- Problem -
Among the entries below, determine how many lines contain the word "overflow" and state only that figure.

*** Provided records Section Begins ***

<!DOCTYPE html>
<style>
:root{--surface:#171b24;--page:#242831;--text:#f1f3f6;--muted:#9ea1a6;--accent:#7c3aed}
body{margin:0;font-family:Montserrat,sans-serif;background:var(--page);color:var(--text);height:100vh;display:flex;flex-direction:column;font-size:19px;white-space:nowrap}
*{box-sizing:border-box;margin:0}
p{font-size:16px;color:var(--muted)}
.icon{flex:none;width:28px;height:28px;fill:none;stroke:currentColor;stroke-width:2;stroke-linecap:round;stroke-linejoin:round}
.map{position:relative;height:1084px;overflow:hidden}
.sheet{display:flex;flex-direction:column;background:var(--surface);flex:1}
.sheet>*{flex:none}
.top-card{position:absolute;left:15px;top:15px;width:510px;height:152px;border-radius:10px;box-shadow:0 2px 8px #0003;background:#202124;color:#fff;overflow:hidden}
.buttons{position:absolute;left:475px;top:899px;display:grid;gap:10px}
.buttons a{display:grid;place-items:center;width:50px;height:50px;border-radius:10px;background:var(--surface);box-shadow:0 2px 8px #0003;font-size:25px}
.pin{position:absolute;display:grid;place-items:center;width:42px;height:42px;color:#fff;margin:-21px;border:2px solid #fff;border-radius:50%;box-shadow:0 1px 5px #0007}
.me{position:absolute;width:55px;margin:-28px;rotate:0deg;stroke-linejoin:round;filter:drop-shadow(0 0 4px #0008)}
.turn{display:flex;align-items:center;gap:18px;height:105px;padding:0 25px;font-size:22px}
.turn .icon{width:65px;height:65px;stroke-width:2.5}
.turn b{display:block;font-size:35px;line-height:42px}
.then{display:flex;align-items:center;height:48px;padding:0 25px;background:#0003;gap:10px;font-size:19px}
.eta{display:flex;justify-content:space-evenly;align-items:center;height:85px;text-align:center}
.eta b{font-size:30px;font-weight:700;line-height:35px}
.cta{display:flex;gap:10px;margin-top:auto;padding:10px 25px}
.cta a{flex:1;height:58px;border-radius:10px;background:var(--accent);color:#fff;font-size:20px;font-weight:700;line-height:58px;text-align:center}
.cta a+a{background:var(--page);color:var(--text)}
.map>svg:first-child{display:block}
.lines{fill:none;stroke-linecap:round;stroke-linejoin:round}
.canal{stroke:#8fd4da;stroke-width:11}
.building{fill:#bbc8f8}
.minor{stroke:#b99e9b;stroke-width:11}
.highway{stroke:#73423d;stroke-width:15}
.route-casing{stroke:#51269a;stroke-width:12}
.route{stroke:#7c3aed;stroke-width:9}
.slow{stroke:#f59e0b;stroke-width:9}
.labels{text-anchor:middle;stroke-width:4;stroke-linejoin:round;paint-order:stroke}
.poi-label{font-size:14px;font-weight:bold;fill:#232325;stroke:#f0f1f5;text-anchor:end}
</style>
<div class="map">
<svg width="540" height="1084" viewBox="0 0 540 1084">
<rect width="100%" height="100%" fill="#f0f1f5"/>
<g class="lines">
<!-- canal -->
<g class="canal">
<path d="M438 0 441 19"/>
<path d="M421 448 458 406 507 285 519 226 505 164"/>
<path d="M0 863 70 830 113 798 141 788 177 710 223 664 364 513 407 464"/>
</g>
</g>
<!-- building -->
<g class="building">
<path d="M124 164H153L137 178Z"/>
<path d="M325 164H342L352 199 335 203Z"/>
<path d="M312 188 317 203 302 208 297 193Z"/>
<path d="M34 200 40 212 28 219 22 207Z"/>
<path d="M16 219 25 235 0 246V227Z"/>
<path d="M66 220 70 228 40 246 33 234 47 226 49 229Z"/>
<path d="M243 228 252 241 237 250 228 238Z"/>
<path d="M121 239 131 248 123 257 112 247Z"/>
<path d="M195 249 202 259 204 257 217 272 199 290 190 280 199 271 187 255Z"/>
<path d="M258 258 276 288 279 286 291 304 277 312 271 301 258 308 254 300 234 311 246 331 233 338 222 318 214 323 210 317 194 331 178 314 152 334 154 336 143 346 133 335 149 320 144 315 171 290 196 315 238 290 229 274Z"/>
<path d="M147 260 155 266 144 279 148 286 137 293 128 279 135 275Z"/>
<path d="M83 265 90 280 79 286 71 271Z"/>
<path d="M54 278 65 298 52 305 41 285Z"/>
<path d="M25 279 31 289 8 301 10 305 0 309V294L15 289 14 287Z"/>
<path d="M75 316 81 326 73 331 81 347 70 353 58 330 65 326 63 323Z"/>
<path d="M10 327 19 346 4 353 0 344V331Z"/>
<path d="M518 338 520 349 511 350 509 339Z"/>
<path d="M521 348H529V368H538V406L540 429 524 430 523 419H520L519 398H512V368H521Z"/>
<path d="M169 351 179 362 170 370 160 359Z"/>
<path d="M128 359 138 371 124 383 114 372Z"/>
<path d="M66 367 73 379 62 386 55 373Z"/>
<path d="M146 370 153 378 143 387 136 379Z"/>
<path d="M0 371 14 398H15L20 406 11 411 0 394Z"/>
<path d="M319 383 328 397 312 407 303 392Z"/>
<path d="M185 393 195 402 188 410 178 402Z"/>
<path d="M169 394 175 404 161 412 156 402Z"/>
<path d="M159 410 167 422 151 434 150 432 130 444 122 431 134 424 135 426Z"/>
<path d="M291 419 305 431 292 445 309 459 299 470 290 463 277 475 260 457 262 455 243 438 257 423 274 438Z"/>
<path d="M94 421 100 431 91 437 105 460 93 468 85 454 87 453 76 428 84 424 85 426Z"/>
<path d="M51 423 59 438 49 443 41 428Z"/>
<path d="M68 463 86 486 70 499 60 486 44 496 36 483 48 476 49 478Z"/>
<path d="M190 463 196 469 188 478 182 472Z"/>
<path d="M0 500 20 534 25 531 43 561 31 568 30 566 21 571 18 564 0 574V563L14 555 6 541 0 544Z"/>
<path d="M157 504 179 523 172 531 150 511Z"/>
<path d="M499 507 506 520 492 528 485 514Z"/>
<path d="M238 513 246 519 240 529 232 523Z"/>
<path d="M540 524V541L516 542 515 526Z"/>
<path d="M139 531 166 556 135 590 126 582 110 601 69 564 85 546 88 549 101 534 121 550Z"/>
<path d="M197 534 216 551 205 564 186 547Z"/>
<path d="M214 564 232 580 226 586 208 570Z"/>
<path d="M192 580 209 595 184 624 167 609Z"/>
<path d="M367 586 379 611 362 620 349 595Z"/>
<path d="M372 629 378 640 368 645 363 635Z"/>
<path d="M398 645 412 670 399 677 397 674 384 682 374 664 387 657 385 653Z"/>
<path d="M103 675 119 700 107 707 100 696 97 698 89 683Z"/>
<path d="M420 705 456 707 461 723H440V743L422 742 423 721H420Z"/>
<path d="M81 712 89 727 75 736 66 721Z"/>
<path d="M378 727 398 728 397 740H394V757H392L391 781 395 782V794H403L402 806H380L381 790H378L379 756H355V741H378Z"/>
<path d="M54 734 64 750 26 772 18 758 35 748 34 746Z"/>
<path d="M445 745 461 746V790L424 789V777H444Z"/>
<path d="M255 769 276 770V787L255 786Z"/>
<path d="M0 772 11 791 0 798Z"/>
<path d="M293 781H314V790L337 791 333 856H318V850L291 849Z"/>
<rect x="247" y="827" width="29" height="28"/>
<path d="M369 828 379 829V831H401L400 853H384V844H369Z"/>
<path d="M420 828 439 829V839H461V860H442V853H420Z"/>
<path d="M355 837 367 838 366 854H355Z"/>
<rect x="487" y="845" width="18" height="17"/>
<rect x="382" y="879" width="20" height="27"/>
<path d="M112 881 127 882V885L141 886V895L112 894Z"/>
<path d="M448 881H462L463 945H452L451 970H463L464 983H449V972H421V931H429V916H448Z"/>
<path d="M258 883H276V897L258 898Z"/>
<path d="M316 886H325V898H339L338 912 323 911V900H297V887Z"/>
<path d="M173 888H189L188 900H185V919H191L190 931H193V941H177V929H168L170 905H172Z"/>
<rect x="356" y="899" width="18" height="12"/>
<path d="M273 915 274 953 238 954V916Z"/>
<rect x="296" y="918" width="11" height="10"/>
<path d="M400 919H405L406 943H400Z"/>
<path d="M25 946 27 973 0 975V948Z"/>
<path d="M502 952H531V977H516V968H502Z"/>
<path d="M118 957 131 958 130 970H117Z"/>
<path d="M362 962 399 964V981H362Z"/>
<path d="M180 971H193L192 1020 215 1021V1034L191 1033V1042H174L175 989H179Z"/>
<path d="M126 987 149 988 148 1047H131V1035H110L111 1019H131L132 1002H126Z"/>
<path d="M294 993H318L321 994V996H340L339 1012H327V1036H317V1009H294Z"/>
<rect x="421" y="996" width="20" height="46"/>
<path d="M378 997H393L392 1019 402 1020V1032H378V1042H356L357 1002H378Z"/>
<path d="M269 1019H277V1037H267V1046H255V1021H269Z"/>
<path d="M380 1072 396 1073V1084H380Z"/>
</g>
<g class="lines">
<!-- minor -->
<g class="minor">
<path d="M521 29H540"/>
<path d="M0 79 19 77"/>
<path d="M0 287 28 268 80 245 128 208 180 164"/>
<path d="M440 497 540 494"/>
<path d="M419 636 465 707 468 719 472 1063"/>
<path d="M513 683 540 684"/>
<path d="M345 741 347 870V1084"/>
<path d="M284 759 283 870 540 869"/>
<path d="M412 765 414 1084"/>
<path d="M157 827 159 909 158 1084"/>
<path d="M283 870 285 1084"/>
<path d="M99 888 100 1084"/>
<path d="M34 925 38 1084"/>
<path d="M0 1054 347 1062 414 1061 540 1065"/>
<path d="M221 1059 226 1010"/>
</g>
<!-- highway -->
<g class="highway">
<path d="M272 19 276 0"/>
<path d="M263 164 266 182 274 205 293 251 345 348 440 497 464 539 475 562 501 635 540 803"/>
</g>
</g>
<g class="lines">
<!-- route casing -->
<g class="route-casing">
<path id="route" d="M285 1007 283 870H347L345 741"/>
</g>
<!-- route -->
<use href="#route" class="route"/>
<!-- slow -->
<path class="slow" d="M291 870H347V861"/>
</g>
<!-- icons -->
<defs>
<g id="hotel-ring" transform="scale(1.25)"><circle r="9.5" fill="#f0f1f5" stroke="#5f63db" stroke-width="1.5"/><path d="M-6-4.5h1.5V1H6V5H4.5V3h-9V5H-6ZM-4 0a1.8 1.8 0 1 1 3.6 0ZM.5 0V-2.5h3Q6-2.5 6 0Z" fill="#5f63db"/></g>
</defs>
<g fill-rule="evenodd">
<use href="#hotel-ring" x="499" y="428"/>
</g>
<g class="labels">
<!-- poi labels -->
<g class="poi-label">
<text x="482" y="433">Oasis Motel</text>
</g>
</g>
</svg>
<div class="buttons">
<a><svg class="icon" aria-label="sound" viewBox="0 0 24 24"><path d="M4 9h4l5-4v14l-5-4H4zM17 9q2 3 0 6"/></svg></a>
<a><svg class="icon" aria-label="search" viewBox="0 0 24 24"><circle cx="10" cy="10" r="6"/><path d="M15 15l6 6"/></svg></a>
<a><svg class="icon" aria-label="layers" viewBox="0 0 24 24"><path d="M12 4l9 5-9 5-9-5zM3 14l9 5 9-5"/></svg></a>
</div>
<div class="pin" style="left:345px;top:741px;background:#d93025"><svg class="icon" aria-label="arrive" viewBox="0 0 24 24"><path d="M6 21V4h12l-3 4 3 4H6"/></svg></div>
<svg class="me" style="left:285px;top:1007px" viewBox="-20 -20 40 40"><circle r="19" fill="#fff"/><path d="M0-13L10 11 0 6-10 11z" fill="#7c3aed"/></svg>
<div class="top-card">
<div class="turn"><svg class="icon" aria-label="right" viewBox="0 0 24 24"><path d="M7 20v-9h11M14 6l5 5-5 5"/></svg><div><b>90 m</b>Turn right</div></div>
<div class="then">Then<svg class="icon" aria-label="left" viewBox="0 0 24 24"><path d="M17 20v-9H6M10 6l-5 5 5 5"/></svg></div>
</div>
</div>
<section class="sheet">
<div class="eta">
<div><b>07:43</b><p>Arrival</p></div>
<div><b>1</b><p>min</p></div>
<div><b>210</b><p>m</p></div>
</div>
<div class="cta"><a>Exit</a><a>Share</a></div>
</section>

*** Provided records Section Ends ***

- Written response -
2